■ **Task prompt**: Among the entries below, count each line holding the word "rows". Write only the number.

■ **Input records**:

↓

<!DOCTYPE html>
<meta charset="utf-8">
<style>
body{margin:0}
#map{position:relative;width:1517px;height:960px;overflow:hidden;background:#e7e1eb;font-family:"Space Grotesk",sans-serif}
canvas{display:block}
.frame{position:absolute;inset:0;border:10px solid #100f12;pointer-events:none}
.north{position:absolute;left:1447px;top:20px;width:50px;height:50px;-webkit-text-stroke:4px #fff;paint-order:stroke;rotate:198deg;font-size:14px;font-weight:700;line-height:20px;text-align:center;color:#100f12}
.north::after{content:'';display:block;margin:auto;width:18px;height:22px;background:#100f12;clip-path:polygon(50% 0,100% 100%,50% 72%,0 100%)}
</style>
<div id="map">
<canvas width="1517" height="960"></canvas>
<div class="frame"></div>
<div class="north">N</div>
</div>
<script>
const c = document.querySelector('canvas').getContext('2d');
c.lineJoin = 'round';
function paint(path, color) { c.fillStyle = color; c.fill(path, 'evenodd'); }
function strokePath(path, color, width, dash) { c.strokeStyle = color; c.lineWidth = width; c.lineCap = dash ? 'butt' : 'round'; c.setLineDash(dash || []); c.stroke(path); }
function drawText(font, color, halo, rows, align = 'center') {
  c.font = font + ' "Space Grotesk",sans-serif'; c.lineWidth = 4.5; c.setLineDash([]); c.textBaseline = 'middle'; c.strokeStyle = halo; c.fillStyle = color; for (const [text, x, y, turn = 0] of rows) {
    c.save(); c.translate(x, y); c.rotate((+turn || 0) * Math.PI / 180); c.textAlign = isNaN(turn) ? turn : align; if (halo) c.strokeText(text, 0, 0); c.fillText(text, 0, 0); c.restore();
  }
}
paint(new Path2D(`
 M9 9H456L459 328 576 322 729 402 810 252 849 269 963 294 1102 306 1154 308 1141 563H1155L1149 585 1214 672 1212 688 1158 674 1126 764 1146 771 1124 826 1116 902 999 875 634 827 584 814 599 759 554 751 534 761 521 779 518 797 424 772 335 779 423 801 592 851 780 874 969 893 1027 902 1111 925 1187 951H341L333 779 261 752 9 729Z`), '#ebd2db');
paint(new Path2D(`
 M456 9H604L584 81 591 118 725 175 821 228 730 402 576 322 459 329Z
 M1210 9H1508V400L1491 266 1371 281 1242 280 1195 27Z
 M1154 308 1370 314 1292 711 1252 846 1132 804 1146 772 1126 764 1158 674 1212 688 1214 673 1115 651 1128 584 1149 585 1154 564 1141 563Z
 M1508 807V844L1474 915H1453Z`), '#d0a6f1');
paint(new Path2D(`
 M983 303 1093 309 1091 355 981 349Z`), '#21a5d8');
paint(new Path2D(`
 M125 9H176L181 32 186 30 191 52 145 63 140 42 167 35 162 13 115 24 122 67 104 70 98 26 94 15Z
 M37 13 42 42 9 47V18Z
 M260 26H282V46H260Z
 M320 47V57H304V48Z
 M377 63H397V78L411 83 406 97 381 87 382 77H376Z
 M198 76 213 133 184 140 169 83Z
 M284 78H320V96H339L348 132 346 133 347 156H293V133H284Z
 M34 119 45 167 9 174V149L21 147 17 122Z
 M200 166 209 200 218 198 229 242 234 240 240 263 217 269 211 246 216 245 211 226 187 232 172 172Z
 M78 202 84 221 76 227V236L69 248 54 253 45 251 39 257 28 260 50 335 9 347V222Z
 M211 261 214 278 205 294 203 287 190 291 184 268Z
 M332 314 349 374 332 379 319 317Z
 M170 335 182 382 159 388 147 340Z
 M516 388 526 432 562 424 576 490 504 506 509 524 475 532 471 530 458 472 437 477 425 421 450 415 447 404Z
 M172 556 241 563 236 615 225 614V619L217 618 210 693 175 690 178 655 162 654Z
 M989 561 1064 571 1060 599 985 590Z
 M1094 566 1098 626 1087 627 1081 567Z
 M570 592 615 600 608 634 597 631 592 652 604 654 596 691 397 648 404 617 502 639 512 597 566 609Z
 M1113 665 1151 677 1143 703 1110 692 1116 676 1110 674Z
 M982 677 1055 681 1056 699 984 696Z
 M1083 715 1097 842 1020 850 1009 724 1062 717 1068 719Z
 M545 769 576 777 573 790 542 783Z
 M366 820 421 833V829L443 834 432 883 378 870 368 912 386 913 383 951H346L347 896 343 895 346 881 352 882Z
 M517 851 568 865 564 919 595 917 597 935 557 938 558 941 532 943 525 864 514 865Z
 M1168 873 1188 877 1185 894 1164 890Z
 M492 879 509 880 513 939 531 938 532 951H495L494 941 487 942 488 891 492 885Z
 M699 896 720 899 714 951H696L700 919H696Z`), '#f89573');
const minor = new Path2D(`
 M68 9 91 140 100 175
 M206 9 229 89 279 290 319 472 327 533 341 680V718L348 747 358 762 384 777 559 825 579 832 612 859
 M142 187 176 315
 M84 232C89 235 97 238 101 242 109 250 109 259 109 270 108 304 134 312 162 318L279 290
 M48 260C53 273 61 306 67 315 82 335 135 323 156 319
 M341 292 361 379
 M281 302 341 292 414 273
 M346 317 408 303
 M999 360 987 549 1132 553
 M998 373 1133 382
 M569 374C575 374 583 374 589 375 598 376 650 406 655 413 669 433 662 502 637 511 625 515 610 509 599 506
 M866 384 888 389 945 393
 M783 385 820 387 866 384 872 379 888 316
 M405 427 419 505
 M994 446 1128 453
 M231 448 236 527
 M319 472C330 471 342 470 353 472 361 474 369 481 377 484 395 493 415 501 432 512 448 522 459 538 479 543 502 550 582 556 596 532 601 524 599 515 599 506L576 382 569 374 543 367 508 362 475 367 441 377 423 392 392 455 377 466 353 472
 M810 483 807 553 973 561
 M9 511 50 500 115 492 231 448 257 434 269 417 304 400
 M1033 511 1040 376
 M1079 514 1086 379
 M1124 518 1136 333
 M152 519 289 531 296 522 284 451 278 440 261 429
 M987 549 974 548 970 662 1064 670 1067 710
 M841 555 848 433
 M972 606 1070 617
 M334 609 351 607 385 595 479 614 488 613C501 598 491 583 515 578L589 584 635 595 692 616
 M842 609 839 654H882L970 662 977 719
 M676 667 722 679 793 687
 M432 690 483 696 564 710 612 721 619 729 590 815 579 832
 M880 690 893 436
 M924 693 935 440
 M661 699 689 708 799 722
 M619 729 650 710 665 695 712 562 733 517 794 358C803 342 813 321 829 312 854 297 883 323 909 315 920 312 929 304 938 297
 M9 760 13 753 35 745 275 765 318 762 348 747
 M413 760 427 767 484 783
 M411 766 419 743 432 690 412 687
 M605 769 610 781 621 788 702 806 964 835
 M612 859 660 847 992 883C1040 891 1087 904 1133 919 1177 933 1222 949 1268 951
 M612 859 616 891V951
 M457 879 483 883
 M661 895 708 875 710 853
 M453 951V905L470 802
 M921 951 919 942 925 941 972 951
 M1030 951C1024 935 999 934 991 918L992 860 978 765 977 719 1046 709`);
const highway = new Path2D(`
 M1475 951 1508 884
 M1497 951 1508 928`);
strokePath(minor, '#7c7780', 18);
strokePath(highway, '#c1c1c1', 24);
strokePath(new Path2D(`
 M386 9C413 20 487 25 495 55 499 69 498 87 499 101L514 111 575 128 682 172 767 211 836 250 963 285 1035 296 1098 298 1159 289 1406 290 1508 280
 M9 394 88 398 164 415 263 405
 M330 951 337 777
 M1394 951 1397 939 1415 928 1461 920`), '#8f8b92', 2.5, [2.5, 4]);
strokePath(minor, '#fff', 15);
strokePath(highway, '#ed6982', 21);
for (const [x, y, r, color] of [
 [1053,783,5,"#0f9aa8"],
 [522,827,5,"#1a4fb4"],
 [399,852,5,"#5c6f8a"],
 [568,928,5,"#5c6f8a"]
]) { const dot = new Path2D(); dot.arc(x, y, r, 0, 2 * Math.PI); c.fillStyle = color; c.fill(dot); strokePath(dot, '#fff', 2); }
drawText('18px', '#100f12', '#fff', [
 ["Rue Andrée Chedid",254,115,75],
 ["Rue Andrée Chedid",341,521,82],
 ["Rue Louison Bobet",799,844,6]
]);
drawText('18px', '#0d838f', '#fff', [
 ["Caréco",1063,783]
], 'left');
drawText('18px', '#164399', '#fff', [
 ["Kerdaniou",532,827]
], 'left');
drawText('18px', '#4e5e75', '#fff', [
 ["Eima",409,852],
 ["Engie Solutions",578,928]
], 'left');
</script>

↑

■ **Written response**: 2